- Working data
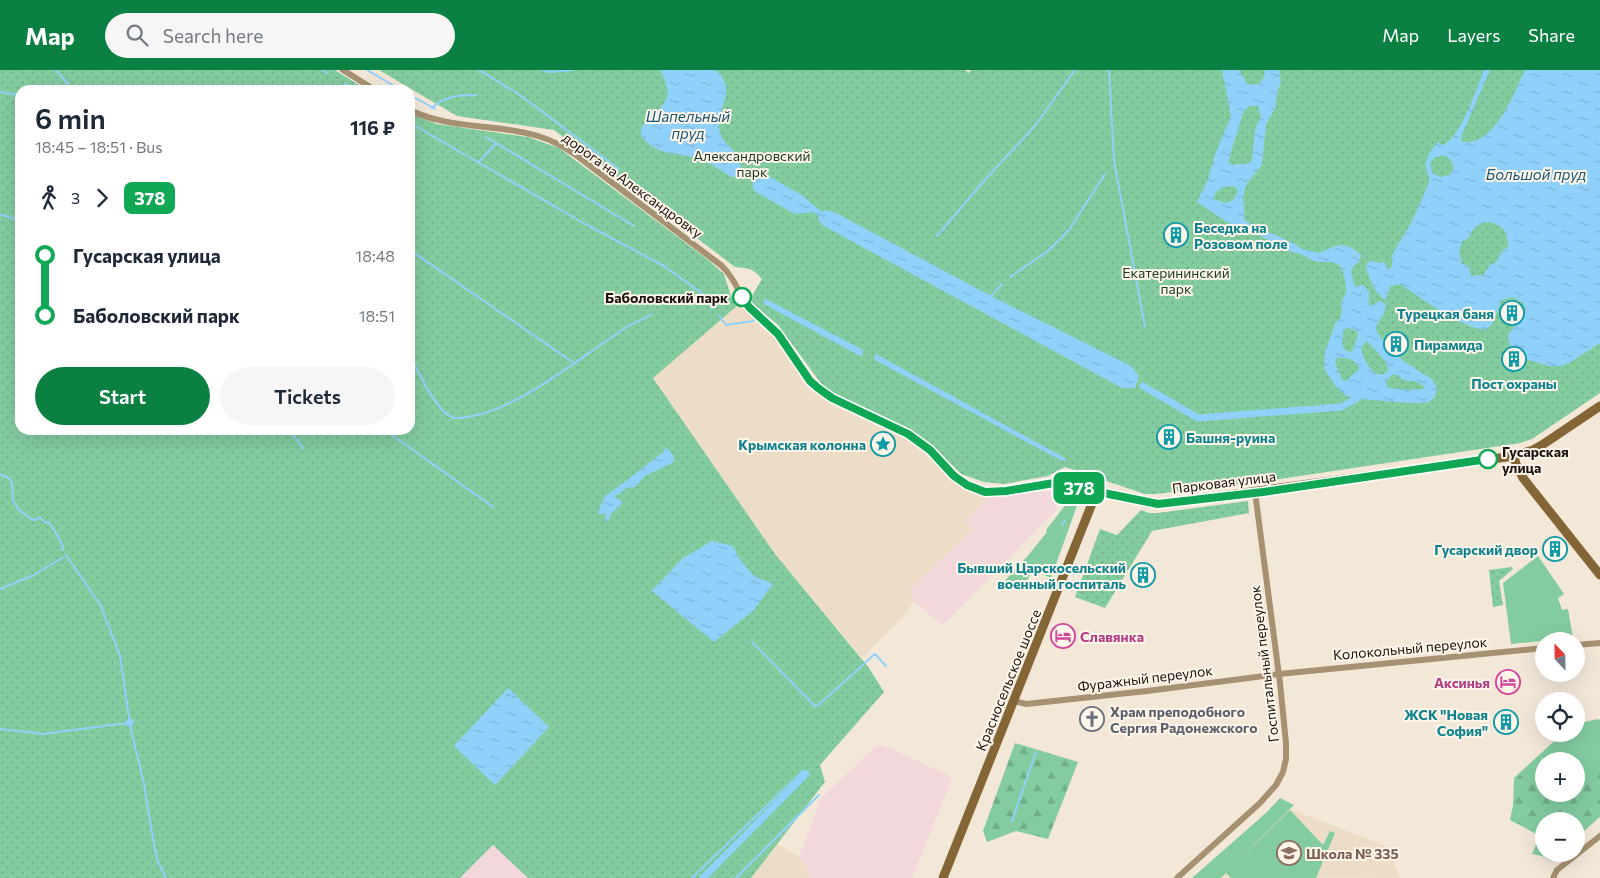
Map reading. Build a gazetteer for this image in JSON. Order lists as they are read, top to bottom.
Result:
{
  "streets": {
    "main road": ["Парковая улица", "Красносельское шоссе"],
    "street": [
      "дорога на Александровку",
      "Колокольный переулок",
      "Госпитальный переулок",
      "Фуражный переулок"
    ]
  },
  "crossings": [
    ["дорога на Александровку", "Парковая улица"],
    ["Парковая улица", "Госпитальный переулок"],
    ["Парковая улица", "Красносельское шоссе"],
    ["Колокольный переулок", "Госпитальный переулок"],
    ["Колокольный переулок", "Фуражный переулок"],
    ["Госпитальный переулок", "Фуражный переулок"],
    ["Фуражный переулок", "Красносельское шоссе"]
  ],
  "water": ["Шапельный пруд", "Большой пруд"],
  "parks": ["Александровский парк", "Екатерининский парк"],
  "places": {
    "building": [
      "Беседка на Розовом поле",
      "Турецкая баня",
      "Пирамида",
      "Пост охраны",
      "Башня-руина",
      "Гусарский двор",
      "Бывший Царскосельский военный госпиталь",
      "ЖСК \"Новая София\""
    ],
    "other": ["Баболовский парк", "Гусарская улица"],
    "place": ["Крымская колонна"],
    "hotel": ["Славянка", "Аксинья"],
    "church": ["Храм преподобного Сергия Радонежского"],
    "school or university": ["Школа № 335"]
  },
  "lines": ["bus line 378"],
  "north": "top",
  "page": {
    "header": "Map",
    "search": "Search here",
    "nav": ["Map", "Layers", "Share"],
    "on_map": "378",
    "heading": ["6 min", "18:45 – 18:51 · Bus", "116 ₽"],
    "legs": ["3", "378"],
    "list": [
      {
        "name": "Гусарская улица",
        "value": "18:48"
      },
      {
        "name": "Баболовский парк",
        "value": "18:51"
      }
    ],
    "buttons": ["Start", "Tickets"],
    "map_buttons": ["+", "−"]
  }
}
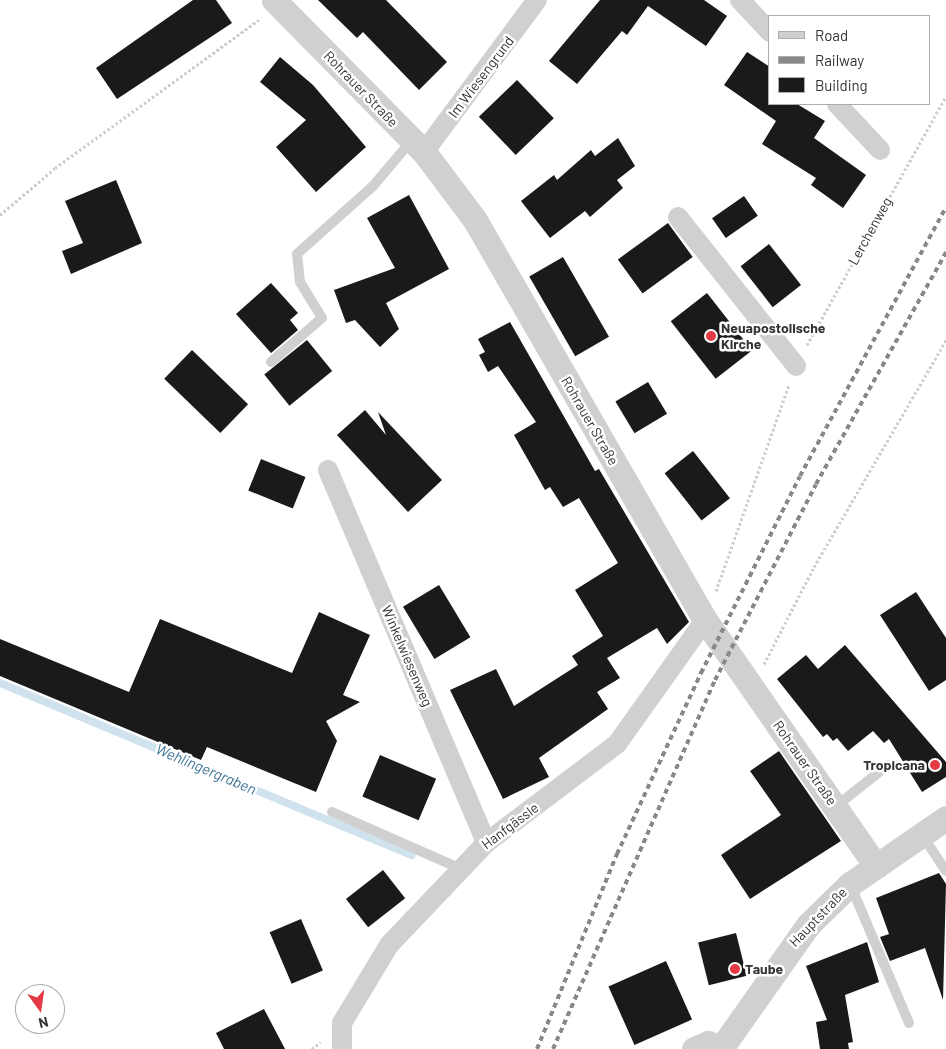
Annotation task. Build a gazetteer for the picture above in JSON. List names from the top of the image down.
{
  "streets": {
    "street": [
      "Im Wiesengrund",
      "Rohrauer Straße",
      "Winkelwiesenweg",
      "Hanfgässle",
      "Hauptstraße"
    ],
    "path": ["Lerchenweg"]
  },
  "crossings": [
    ["Im Wiesengrund", "Rohrauer Straße"],
    ["Rohrauer Straße", "Lerchenweg"],
    ["Rohrauer Straße", "Hanfgässle"],
    ["Rohrauer Straße", "Hauptstraße"],
    ["Lerchenweg", "Hanfgässle"],
    ["Winkelwiesenweg", "Hanfgässle"]
  ],
  "water": ["Wehlingergraben"],
  "places": ["Neuapostolische Kirche", "Tropicana", "Taube"],
  "legend": ["Road", "Railway", "Building"],
  "north": "bottom"
}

- What to do
When you copy the records above, keep every word exact and leave out the pictures they contain.

- Expected answer
Map reading. Build a gazetteer for this image in JSON. Order lists as they are read, top to bottom.
Result:
{
  "streets": {
    "main road": ["Парковая улица", "Красносельское шоссе"],
    "street": [
      "дорога на Александровку",
      "Колокольный переулок",
      "Госпитальный переулок",
      "Фуражный переулок"
    ]
  },
  "crossings": [
    ["дорога на Александровку", "Парковая улица"],
    ["Парковая улица", "Госпитальный переулок"],
    ["Парковая улица", "Красносельское шоссе"],
    ["Колокольный переулок", "Госпитальный переулок"],
    ["Колокольный переулок", "Фуражный переулок"],
    ["Госпитальный переулок", "Фуражный переулок"],
    ["Фуражный переулок", "Красносельское шоссе"]
  ],
  "water": ["Шапельный пруд", "Большой пруд"],
  "parks": ["Александровский парк", "Екатерининский парк"],
  "places": {
    "building": [
      "Беседка на Розовом поле",
      "Турецкая баня",
      "Пирамида",
      "Пост охраны",
      "Башня-руина",
      "Гусарский двор",
      "Бывший Царскосельский военный госпиталь",
      "ЖСК \"Новая София\""
    ],
    "other": ["Баболовский парк", "Гусарская улица"],
    "place": ["Крымская колонна"],
    "hotel": ["Славянка", "Аксинья"],
    "church": ["Храм преподобного Сергия Радонежского"],
    "school or university": ["Школа № 335"]
  },
  "lines": ["bus line 378"],
  "north": "top",
  "page": {
    "header": "Map",
    "search": "Search here",
    "nav": ["Map", "Layers", "Share"],
    "on_map": "378",
    "heading": ["6 min", "18:45 – 18:51 · Bus", "116 ₽"],
    "legs": ["3", "378"],
    "list": [
      {
        "name": "Гусарская улица",
        "value": "18:48"
      },
      {
        "name": "Баболовский парк",
        "value": "18:51"
      }
    ],
    "buttons": ["Start", "Tickets"],
    "map_buttons": ["+", "−"]
  }
}
Annotation task. Build a gazetteer for the picture above in JSON. List names from the top of the image down.
{
  "streets": {
    "street": [
      "Im Wiesengrund",
      "Rohrauer Straße",
      "Winkelwiesenweg",
      "Hanfgässle",
      "Hauptstraße"
    ],
    "path": ["Lerchenweg"]
  },
  "crossings": [
    ["Im Wiesengrund", "Rohrauer Straße"],
    ["Rohrauer Straße", "Lerchenweg"],
    ["Rohrauer Straße", "Hanfgässle"],
    ["Rohrauer Straße", "Hauptstraße"],
    ["Lerchenweg", "Hanfgässle"],
    ["Winkelwiesenweg", "Hanfgässle"]
  ],
  "water": ["Wehlingergraben"],
  "places": ["Neuapostolische Kirche", "Tropicana", "Taube"],
  "legend": ["Road", "Railway", "Building"],
  "north": "bottom"
}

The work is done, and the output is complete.